- _PROBLEM TO SOLVE_
The data below should be printed in full, exactly, and without any of its images.

- _GIVEN RECORDS_
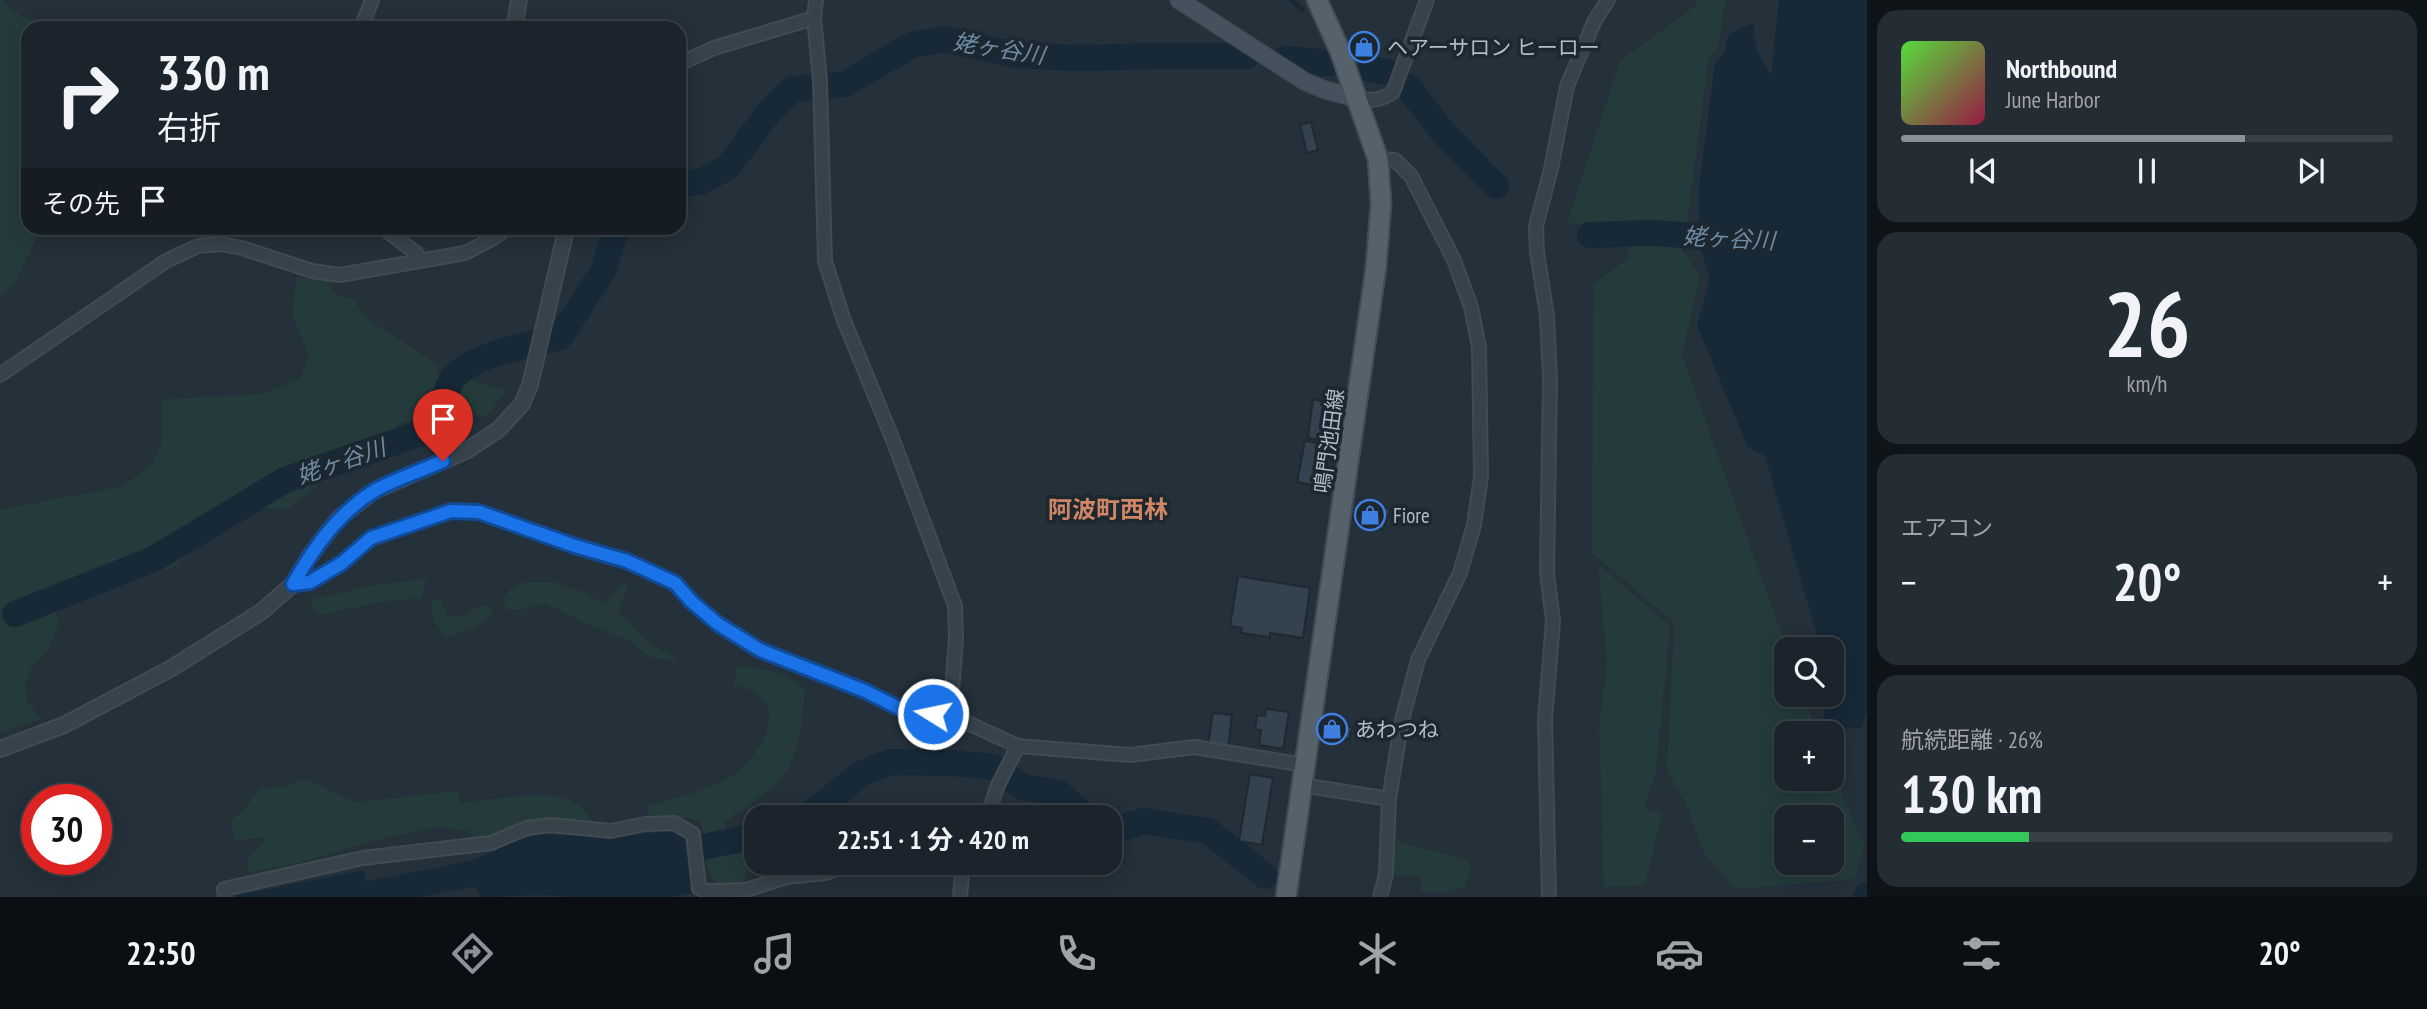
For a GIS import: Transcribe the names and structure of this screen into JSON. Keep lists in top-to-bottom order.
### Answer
{
  "streets": {
    "main road": ["鳴門池田線"]
  },
  "districts": ["阿波町西林"],
  "water": ["姥ヶ谷川"],
  "places": {
    "shop": ["ヘアーサロン ヒーロー", "Fiore", "あわつね"]
  },
  "page": {
    "turn": ["330 m", "右折"],
    "song": ["Northbound", "June Harbor"],
    "then": "その先",
    "tile": [
      ["26", "km/h"],
      "エアコン",
      ["航続距離 · 26%", "130 km"]
    ],
    "heat": ["−", "20°", "+"],
    "map_buttons": ["+", "−"],
    "limit": "30",
    "trip": "22:51 · 1 分 · 420 m",
    "tabs": ["22:50", "20°"]
  }
}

- _EXERCISE RESPONSE_
For a GIS import: Transcribe the names and structure of this screen into JSON. Keep lists in top-to-bottom order.
### Answer
{
  "streets": {
    "main road": ["鳴門池田線"]
  },
  "districts": ["阿波町西林"],
  "water": ["姥ヶ谷川"],
  "places": {
    "shop": ["ヘアーサロン ヒーロー", "Fiore", "あわつね"]
  },
  "page": {
    "turn": ["330 m", "右折"],
    "song": ["Northbound", "June Harbor"],
    "then": "その先",
    "tile": [
      ["26", "km/h"],
      "エアコン",
      ["航続距離 · 26%", "130 km"]
    ],
    "heat": ["−", "20°", "+"],
    "map_buttons": ["+", "−"],
    "limit": "30",
    "trip": "22:51 · 1 分 · 420 m",
    "tabs": ["22:50", "20°"]
  }
}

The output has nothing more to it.